### What you need to do
A single number is the expected answer: the count of lines in the records below that contain "followed".

### Available data
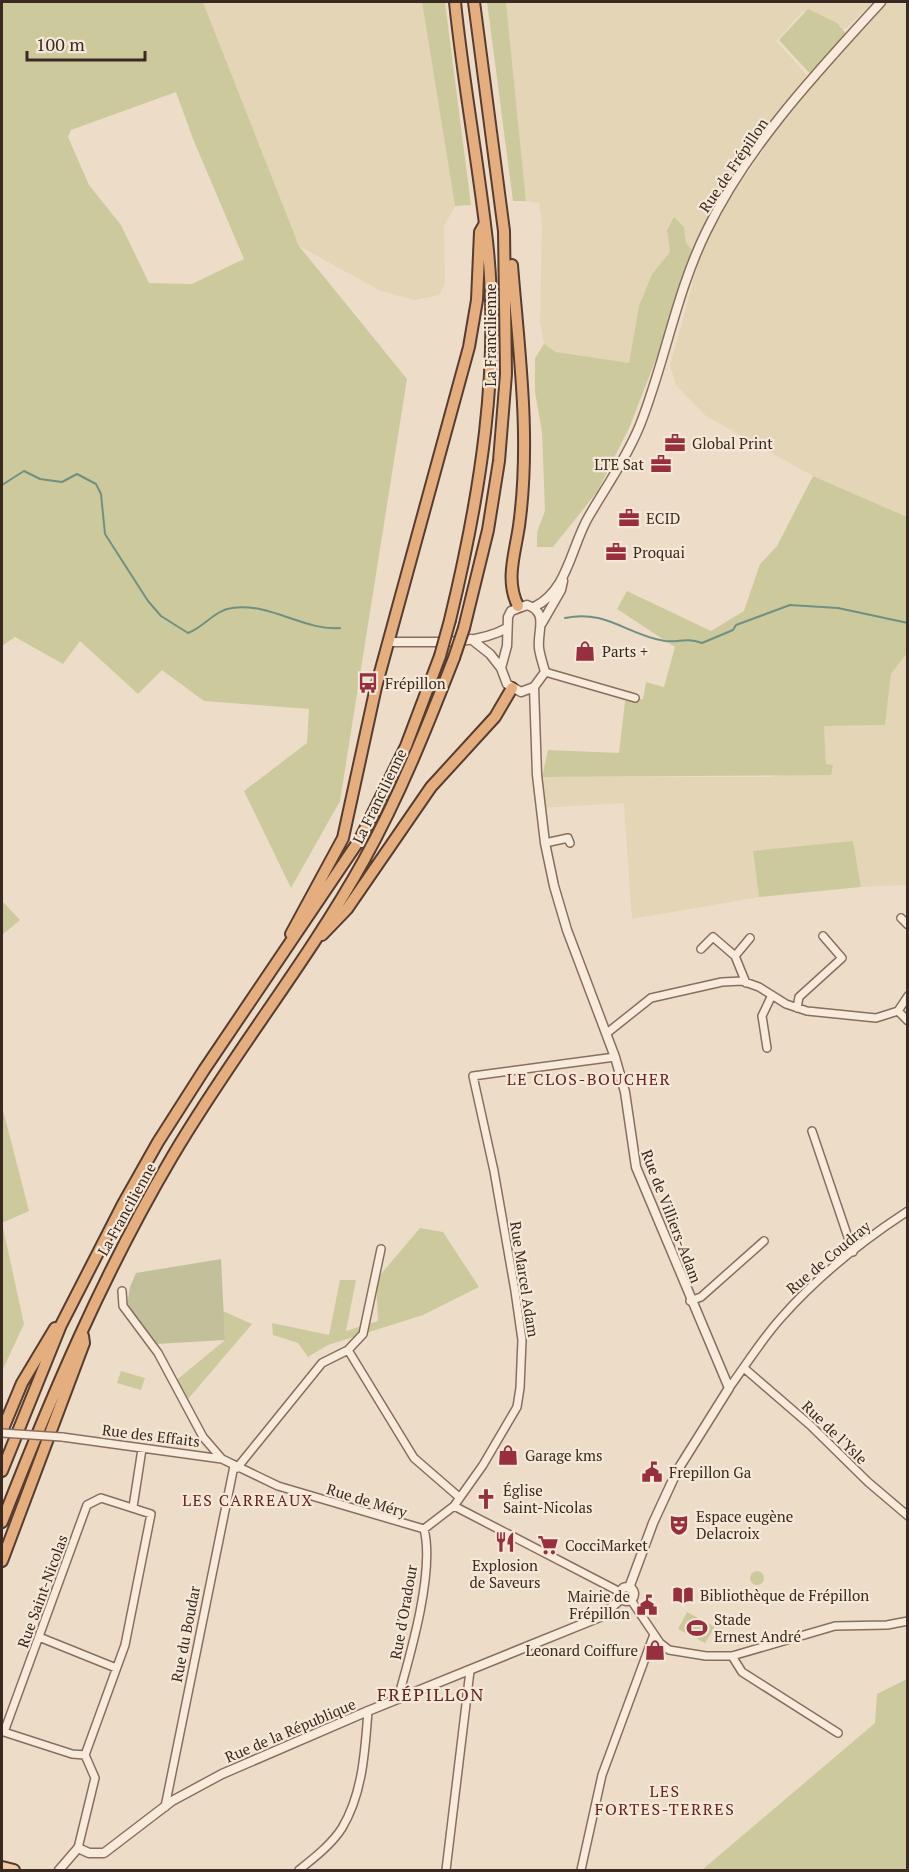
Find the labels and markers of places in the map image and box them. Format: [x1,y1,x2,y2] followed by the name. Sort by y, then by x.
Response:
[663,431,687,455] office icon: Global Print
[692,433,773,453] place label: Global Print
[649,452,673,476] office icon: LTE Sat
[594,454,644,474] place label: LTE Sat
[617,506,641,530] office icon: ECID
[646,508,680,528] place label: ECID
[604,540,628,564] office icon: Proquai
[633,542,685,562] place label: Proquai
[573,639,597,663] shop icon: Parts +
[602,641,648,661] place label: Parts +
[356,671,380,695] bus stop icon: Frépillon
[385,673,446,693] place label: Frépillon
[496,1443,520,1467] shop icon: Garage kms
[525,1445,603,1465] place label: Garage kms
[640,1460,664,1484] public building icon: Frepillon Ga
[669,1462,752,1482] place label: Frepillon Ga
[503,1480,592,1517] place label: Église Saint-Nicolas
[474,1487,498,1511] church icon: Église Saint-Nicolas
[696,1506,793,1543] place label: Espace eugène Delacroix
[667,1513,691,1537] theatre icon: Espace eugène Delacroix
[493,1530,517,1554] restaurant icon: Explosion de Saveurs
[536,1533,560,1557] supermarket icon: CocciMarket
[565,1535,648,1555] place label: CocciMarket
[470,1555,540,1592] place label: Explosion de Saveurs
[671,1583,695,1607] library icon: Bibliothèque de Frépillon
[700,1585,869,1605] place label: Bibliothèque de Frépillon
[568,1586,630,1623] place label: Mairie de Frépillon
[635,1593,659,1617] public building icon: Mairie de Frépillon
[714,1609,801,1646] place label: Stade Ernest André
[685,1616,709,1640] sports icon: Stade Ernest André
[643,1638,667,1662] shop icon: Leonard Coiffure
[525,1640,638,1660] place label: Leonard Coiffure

--

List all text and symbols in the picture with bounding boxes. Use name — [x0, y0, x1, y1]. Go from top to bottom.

---

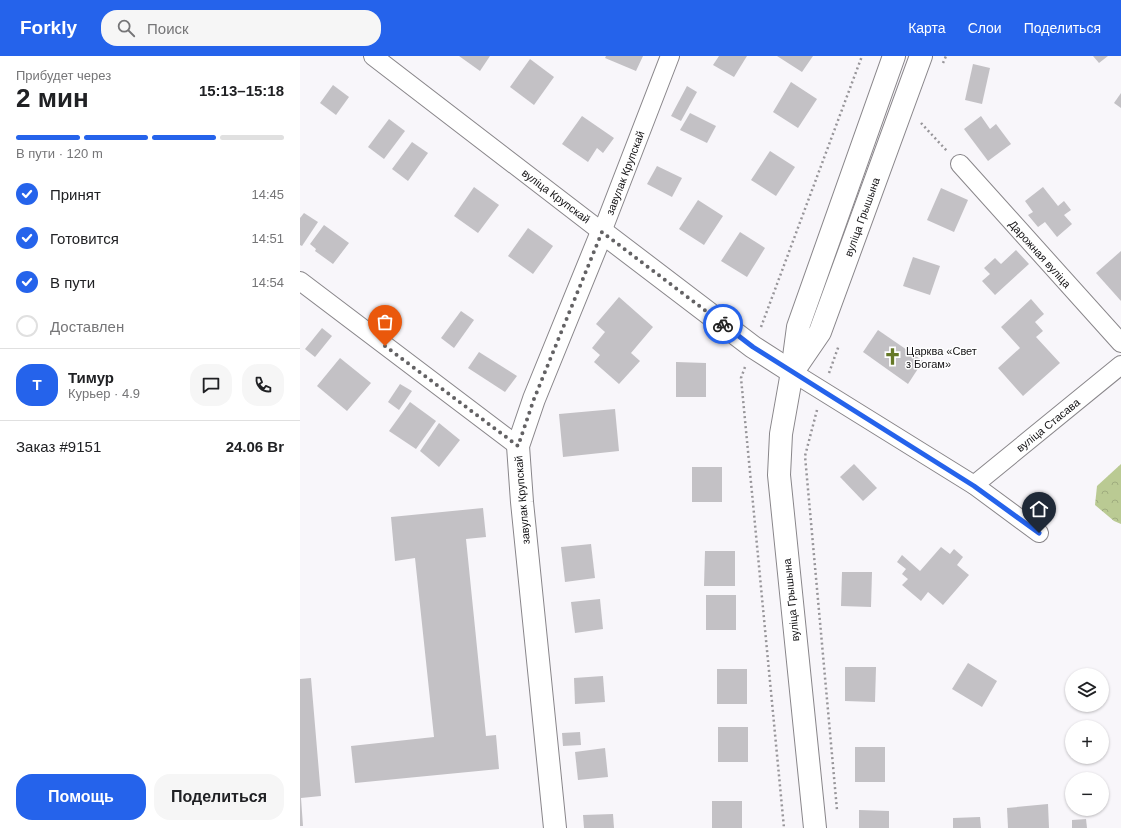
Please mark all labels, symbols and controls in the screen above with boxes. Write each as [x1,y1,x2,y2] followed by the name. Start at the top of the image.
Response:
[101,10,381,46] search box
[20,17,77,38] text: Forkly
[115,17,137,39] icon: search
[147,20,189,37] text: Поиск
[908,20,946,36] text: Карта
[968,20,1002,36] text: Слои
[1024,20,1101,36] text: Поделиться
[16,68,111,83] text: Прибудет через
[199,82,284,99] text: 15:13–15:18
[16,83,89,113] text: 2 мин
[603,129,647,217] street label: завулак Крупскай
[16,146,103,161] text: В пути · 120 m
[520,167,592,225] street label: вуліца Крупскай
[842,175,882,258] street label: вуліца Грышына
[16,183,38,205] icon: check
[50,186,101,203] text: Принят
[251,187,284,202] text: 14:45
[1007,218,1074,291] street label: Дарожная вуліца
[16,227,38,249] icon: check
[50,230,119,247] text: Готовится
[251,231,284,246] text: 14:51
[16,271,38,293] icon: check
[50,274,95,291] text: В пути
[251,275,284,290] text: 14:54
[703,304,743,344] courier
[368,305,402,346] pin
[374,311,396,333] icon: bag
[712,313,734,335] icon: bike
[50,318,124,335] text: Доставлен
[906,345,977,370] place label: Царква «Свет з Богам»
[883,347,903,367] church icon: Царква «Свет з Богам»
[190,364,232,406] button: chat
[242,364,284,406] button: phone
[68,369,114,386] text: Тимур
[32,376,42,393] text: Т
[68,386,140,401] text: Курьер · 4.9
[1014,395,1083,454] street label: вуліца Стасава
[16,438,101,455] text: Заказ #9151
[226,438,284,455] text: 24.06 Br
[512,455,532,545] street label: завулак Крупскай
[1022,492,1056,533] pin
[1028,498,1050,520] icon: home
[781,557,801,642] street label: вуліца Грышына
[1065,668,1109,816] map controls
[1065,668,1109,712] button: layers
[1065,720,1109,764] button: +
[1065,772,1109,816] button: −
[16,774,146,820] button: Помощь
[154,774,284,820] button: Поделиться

### Result for this exercise
2